All of this came amid continued debate over what, exactly, is the state of the epidemic among gay men. Some indicators show decreases in former high-incidence areas, leading some commentators to decry the continuing focus on a “crisis.” More likely, it seems, HIV has become a problem of specific groups that requires very specific responses. Just don’t count on the Republican controlled Congress to be offering prevention help any time soon.

“We’re stuck in this national dialogue that makes no sense to me, about how the fact that we have 40,000 new infections every year means that prevention has failed. I think the absolute opposite is true. That we only have 40,000 new infections every year means that prevention has been an incredible success, because we have so many more people living with HIV in this country.”

– Julie Scofield, executive director of the National Alliance of State and Territorial AIDS Directors (“World AIDS Day,” Dec. 1)


Typhoid Marys?

JUST AS LOVERS prepared to celebrate St. Valentine’s Day in 2005, the Centers for Disease Control and Prevention soured things with news of a nasty strain of Chlamydia — Lymphogranuloma Venereum (LGV) — resurfacing in the gay community.
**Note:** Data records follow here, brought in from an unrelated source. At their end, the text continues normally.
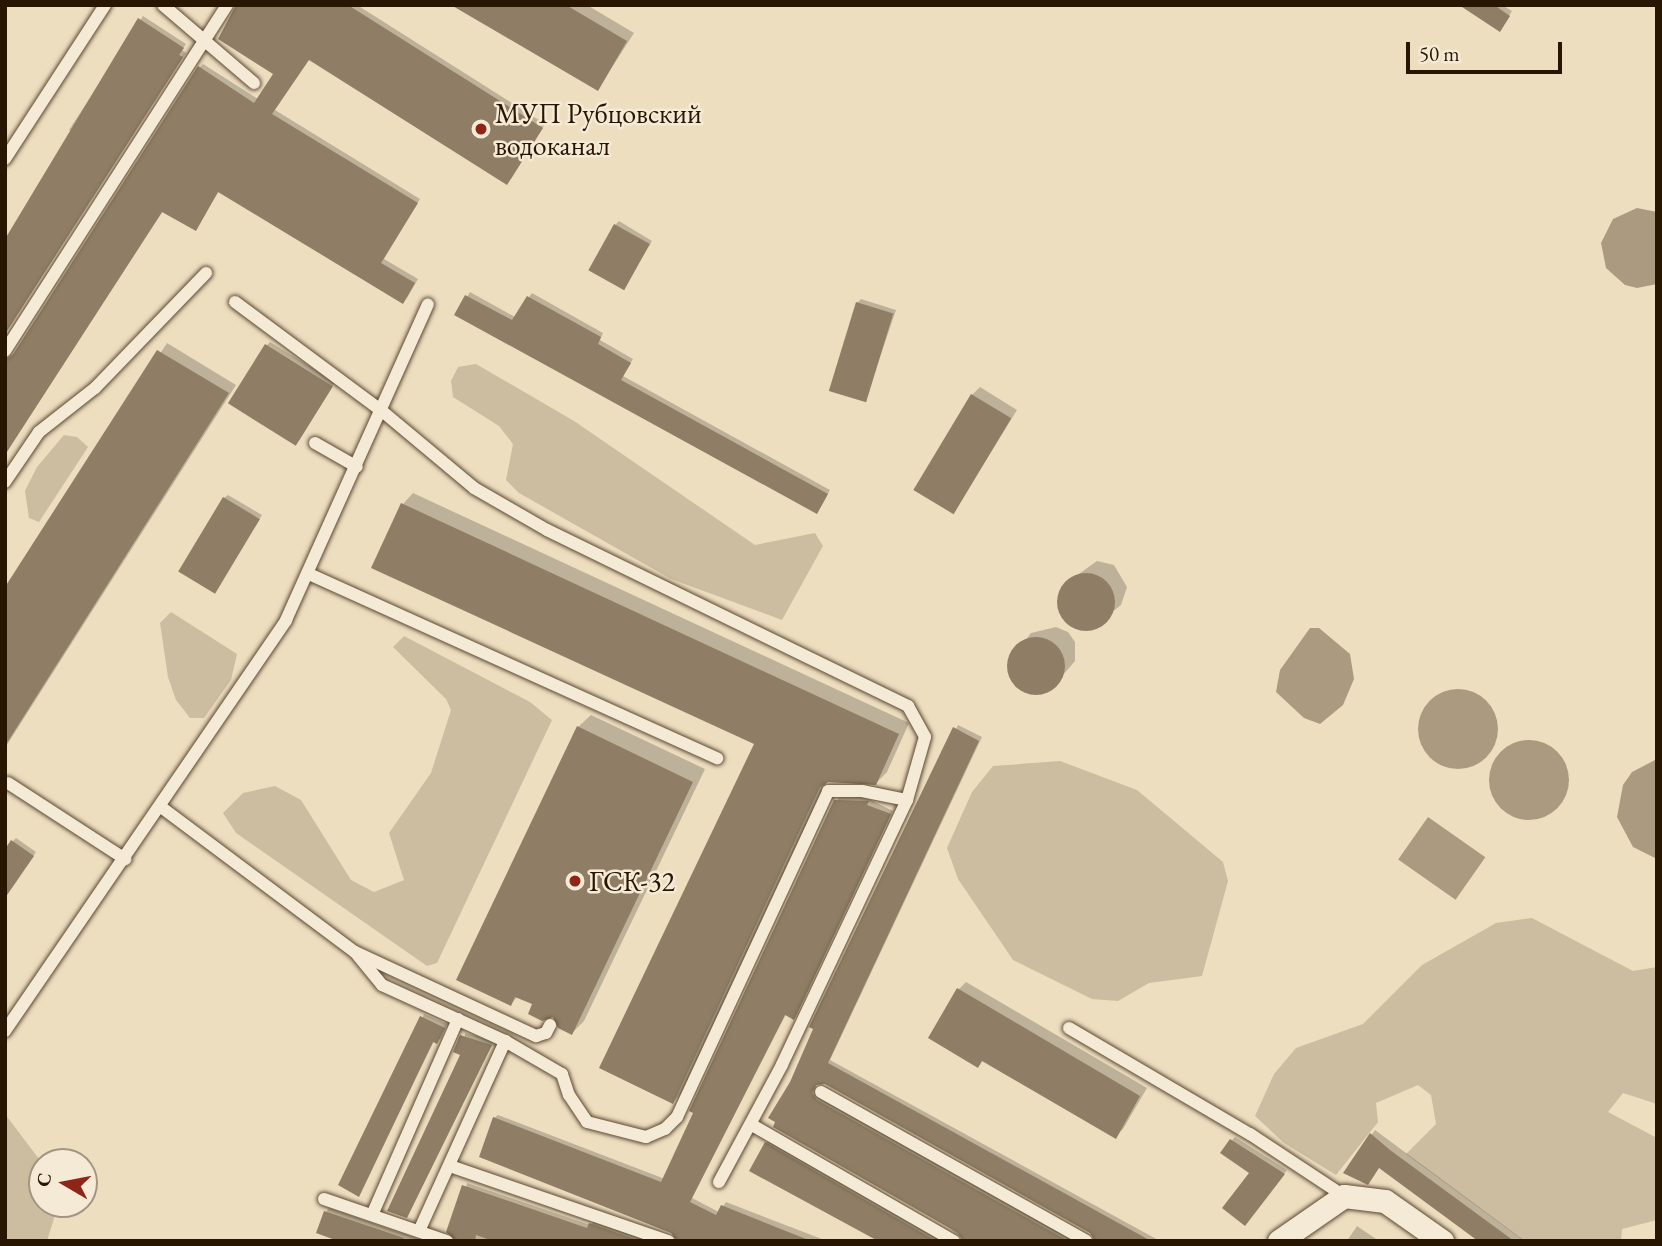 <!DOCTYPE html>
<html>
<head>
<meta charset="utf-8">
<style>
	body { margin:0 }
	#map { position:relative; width:1662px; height:1246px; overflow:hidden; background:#eedec0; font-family:"EB Garamond",serif }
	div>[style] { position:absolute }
	.green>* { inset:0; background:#ccbca0 }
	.water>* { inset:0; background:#ab9a7f; transform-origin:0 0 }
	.round { border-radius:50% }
	.shadow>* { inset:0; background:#0003 }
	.building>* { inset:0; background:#8f7e65; transform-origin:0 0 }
	.roads { filter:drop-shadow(0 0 2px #5a4832) drop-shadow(0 0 2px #5a4832) }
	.service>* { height:12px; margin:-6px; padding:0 6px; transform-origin:6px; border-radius:6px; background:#f4ead6 }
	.minor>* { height:23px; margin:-11.5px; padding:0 11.5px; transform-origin:11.5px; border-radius:11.5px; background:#f4ead6 }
	.dots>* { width:19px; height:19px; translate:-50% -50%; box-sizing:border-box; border:4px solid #f4ead6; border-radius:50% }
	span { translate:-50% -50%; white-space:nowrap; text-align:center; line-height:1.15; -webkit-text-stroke:5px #f4ead6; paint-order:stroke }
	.poi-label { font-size:28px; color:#281602 }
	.left { translate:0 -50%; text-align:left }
	.frame { position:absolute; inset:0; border:7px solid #281602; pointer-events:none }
	.north { position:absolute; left:28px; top:1148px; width:70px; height:70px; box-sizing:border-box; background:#f4ead6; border:2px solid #a29581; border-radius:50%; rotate:280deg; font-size:19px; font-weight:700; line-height:28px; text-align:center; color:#281602 }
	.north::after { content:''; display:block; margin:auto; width:24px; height:32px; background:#8f2418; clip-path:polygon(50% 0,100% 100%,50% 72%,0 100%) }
	.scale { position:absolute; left:1406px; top:42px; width:156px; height:32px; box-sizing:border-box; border:4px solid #281602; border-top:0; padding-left:9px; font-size:21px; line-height:24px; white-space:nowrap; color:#281602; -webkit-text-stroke:5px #f4ead6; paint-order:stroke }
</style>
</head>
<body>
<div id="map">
	<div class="green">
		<i style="clip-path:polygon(476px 364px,574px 421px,755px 545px,815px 533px,823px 546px,782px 620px,671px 579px,519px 493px,506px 480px,513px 444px,499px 426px,453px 397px,451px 381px,458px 367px)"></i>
		<i style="clip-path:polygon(64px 435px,77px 437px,88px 447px,39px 522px,29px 518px,25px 491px,37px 467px)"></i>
		<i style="clip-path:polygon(171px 612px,237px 654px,231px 680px,204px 718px,190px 718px,176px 700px,168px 677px,160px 623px)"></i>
		<i style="clip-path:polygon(404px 636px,530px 702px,552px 720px,437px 963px,427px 966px,236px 833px,223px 813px,243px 793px,275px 786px,301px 800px,351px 880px,374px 892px,404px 880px,389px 833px,431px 773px,451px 710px,446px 699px,393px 647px)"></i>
		<i style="clip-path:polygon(1060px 761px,1137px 790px,1223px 862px,1228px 881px,1202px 976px,1149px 983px,1118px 1001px,1092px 999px,1013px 960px,958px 879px,947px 848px,972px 792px,993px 766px)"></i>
		<i style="clip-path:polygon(1532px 918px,1633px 971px,1657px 967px,1657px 1104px,1623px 1093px,1608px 1112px,1657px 1138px,1657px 1220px,1622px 1229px,1621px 1241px,1524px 1241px,1406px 1154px,1436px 1124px,1431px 1095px,1418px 1085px,1376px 1103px,1378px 1122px,1336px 1175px,1284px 1143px,1255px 1116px,1274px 1074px,1296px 1048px,1363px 1024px,1422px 965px,1496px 923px)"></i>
		<i style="clip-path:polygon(5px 1114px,42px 1163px,42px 1204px,55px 1204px,56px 1212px,47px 1241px,5px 1241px)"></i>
	</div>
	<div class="water">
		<i style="clip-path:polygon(1637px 208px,1657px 212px,1657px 284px,1637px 288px,1625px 285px,1606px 268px,1601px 243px,1613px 219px)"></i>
		<i style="clip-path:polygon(1310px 628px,1319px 628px,1350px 654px,1354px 679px,1343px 705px,1320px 724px,1304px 718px,1276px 692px,1280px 670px)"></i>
		<i class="round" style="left:1418px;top:689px;width:80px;height:80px"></i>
		<i class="round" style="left:1489px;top:740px;width:80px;height:80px"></i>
		<i style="clip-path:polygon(1657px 759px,1657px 859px,1633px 847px,1617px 817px,1623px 785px,1632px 772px)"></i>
		<i style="left:1428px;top:817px;width:70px;height:52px;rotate:35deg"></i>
	</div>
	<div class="shadow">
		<i style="clip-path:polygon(236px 5px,357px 5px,545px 124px,511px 179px,309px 58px,275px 110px,420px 199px,384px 259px,418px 279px,407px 298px,403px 302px,219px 191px,196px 228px,163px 211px,5px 454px,5px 356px,16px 353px,199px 68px,203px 64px,258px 99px,275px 73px)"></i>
		<i style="clip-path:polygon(455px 5px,587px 5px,634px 33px,598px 89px)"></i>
		<i style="clip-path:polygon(1464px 5px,1502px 5px,1512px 11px,1503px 26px)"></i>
		<i style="clip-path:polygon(143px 16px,186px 44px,182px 50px,186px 53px,5px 334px,5px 242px,74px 133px,69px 130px)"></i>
		<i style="clip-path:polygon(619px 221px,652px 241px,623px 289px,615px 225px)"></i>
		<i style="clip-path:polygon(470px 292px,515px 317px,532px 293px,603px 333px,600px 340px,633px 359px,623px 376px,830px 490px,820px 508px,456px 315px)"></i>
		<i style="clip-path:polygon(861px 299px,896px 310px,865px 401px,857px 303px)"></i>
		<i style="clip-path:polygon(270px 342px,335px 382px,299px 441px,267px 345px)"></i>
		<i style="clip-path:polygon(167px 343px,236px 385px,5px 748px,5px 590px)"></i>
		<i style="clip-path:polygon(980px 387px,1017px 410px,954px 512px,972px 395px)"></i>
		<i style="clip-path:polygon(413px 493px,909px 723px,887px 772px,876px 783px,828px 780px,684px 1091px,673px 1102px,756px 744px,374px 567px,403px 504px)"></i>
		<i style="clip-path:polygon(228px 495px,262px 515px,215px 592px,224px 498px)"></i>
		<i style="clip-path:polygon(1097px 561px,1114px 565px,1127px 587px,1121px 605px,1092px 628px,1069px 625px,1059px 605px,1069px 581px)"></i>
		<i style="clip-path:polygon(1056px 627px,1068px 632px,1075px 642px,1075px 661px,1051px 689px,1033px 694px,1017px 685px,1010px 660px,1031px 633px)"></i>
		<i style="clip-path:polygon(591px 715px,705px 769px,584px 1021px,572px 1033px,534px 1003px,518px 996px,511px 1004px,578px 727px)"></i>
		<i style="clip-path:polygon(958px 725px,982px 737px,830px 1060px,1160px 1241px,1094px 1241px,1092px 1233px,825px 1082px,816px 1085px,820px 1096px,1077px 1241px,964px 1241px,791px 1083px)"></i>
		<i style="clip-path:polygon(839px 797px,865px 797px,893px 811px,797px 1014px,786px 1014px,692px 1198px,719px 1212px,726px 1202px,827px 1241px,678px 1241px,672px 1231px,494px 1118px,498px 1115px,665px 1179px)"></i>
		<i style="clip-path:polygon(16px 838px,36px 852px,5px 897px,13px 841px)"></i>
		<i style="clip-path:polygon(966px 982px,1147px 1088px,1123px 1129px,1115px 1137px,984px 1059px,978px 1065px,958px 990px)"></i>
		<i style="clip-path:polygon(424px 1014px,447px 1024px,441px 1039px,434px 1041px,358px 1195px)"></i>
		<i style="clip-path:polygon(465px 1033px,494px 1041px,407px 1216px,463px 1054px)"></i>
		<i style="clip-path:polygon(1375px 1130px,1525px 1241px,1481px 1241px,1379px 1167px,1345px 1172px)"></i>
		<i style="clip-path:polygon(1235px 1137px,1287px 1170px,1248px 1220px,1251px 1173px,1232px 1140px)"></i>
		<i style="clip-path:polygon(769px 1140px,945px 1241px,882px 1241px,766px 1143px)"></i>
		<i style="clip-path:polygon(467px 1183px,590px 1225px,594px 1221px,653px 1241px,457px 1241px)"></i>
		<i style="clip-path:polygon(329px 1208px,424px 1241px,343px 1241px,326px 1212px)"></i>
		<i style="clip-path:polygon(1357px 1226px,1379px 1241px,1347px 1241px)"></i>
	</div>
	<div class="building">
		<i style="clip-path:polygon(236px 5px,348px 5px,543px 128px,507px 185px,309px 60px,272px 114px,418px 203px,381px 263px,415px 283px,403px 304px,218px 192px,196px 231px,162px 212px,5px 455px,5px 360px,12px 356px,198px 66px,254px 103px,273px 74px,218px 39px)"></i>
		<i style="clip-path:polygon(451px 5px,566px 5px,627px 41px,598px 91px)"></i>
		<i style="clip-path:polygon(1459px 5px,1494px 5px,1510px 16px,1500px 32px)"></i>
		<i style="clip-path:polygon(138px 18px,184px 48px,179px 55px,183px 57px,5px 334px,5px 239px)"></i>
		<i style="left:614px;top:224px;width:41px;height:53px;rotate:29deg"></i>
		<i style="clip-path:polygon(465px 295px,512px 320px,527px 296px,601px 337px,598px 344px,631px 363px,621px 380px,828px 494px,817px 514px,454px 315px)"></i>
		<i style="left:856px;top:302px;width:39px;height:93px;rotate:17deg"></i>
		<i style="left:265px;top:344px;width:80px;height:70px;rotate:32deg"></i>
		<i style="clip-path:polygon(157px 350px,229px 393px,5px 746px,5px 587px)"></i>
		<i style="left:971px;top:394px;width:47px;height:112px;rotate:31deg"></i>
		<i style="left:223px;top:497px;width:43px;height:87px;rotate:31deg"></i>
		<i style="clip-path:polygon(401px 503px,899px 734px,876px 785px,828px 782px,820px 787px,673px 1104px,599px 1068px,754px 744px,371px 568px)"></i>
		<i class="round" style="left:1057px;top:573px;width:58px;height:58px"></i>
		<i class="round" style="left:1007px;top:637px;width:58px;height:58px"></i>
		<i style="clip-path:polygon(577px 726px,693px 782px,572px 1035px,558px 1028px,553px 1017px,542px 1021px,528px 1014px,532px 1004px,515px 997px,511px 1006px,456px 980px)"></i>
		<i style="clip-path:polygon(953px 727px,979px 741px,828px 1063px,1151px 1241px,1095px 1241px,1090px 1233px,825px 1084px,816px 1085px,812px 1093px,817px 1100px,1068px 1241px,963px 1241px,958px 1233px,773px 1127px,775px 1122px,768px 1118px,790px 1082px,813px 1029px,809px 1027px)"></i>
		<i style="clip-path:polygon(834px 800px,869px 801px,867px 805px,891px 814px,794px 1020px,785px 1015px,690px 1202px,716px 1215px,721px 1205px,811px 1241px,677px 1241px,671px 1233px,479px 1157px,493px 1117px,661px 1182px,693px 1113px,689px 1111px)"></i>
		<i style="clip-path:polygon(11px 840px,34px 856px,5px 898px,5px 849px)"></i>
		<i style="clip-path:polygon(957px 988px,1140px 1096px,1116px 1139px,982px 1061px,978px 1068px,928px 1038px)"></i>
		<i style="clip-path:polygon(420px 1016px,445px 1028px,437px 1044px,433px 1042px,359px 1197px,338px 1185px)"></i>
		<i style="clip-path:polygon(460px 1035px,492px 1045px,407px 1218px,387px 1211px,460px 1055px,453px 1052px)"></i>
		<i style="clip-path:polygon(1370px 1133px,1390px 1150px,1514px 1241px,1478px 1241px,1379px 1168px,1368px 1185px,1343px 1173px)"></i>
		<i style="clip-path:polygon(1230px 1139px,1285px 1174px,1245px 1226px,1222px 1208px,1249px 1173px,1220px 1153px)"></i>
		<i style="clip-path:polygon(765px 1142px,936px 1241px,878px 1241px,749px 1171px)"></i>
		<i style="clip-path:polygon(462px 1185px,587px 1228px,589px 1223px,640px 1241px,493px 1241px,476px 1235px,475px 1241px,456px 1241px,446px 1232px)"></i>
		<i style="clip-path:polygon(324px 1211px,404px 1238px,403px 1241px,338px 1241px,316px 1233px)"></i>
	</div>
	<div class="roads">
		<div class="service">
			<i style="left:163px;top:5px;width:120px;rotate:40.6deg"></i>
			<i style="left:5px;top:159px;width:184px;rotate:-57deg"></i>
			<i style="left:235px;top:302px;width:183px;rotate:36.6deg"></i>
			<i style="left:382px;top:411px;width:120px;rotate:39.9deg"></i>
			<i style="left:474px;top:488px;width:84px;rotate:29.9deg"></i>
			<i style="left:547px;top:530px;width:402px;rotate:26deg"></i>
			<i style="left:908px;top:706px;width:35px;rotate:61deg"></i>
			<i style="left:925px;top:737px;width:66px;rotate:105.9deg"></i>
			<i style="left:907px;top:800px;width:293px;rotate:115.3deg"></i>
			<i style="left:782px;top:1065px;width:133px;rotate:118.3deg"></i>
			<i style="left:5px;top:351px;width:411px;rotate:-57.3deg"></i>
			<i style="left:315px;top:443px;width:48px;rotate:29.7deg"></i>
			<i style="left:5px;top:482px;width:60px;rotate:-55.8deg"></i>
			<i style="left:39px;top:432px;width:71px;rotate:-38.2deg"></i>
			<i style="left:95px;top:388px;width:160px;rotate:-46deg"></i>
			<i style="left:309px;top:574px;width:448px;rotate:24.3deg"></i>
			<i style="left:8px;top:783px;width:140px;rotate:33deg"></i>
			<i style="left:161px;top:807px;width:242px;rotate:36.8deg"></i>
			<i style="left:355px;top:952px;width:200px;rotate:24.9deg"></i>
			<i style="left:536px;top:1036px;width:10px;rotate:-17deg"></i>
			<i style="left:546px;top:1033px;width:9px;rotate:-63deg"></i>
			<i style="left:355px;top:952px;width:43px;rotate:50.7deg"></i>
			<i style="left:382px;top:985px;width:135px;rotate:24.5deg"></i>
			<i style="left:505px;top:1041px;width:66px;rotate:30.1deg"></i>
			<i style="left:562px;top:1074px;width:22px;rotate:72deg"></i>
			<i style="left:569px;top:1095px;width:32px;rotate:56deg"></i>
			<i style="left:587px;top:1122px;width:61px;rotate:14.3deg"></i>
			<i style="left:646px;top:1137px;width:21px;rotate:-23deg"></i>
			<i style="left:665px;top:1129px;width:17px;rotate:-45deg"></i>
			<i style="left:677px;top:1117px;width:359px;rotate:-65.1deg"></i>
			<i style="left:828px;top:791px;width:34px"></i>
			<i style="left:862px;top:791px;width:46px;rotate:11.3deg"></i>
			<i style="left:1069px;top:1028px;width:210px;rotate:30.4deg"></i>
			<i style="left:1250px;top:1134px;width:113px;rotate:33.4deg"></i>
			<i style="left:5px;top:1031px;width:498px;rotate:-55.6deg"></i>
			<i style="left:286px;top:620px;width:346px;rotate:-65.8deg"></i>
			<i style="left:821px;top:1092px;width:304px;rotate:29.3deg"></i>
			<i style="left:752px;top:1125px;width:233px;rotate:29.9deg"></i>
			<i style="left:450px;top:1166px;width:231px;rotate:19deg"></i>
			<i style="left:324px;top:1199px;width:130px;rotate:18.9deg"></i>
			<i style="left:372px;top:1215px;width:214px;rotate:-66.3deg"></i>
			<i style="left:419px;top:1231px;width:209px;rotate:-65.6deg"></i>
		</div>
		<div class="minor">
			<i style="left:1279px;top:1241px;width:79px;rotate:-34.7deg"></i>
			<i style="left:1344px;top:1196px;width:41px;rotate:7deg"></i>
			<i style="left:1385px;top:1201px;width:70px;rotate:35.1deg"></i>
		</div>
	</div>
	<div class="dots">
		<i style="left:481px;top:129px;background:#8f2418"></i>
		<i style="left:575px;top:881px;background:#8f2418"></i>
	</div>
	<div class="poi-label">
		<span class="left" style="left:495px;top:129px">МУП Рубцовский<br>водоканал</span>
		<span class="left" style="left:589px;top:881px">ГСК-32</span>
	</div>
	<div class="frame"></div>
	<div class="north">С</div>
	<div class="scale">50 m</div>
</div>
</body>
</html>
Four cases prompted San Francisco health officials to sound the alarm in December of 2004, before the rest of us were put on high alert. But though caution is generally in good taste, Dr. Philippe Chiliade, medical director at D.C.’s Whitman-Walker Clinic, helped to diffuse the new bad news.

”It’s not new,” he told Metro Weekly in February. ”Until we learn more, I would not recommend people to panic.”

By the time people had forgotten they’d ever heard of LGV — November, specifically — the CDC was quick to grab the gay-male community’s attention again with ominous data pointing to an explosion of syphilis in the gay male community. Most groups were faring better against dreaded syphilis. But for men who have sex with men (MSM), it was just bad news: ”CDC analysis suggest that approximately 64 percent of all adult [primary and secondary] syphilis cases in 2004 were among men who have sex with men, up from an estimated 5 percent 1999.”

Again, Chiliade provided a much-needed second opinion, explaining that the MSM rise meant simply that this population was accounting for a larger percentage of syphilis cases simply because every other group was reporting fewer cases — not because syphilis was exploding inside the gay community.

”The gay men we screen here at the clinic — in 2004, it was 8 percent with syphilis,” Chiliade said in November. ”But that number has already decreased close to 5 percent.”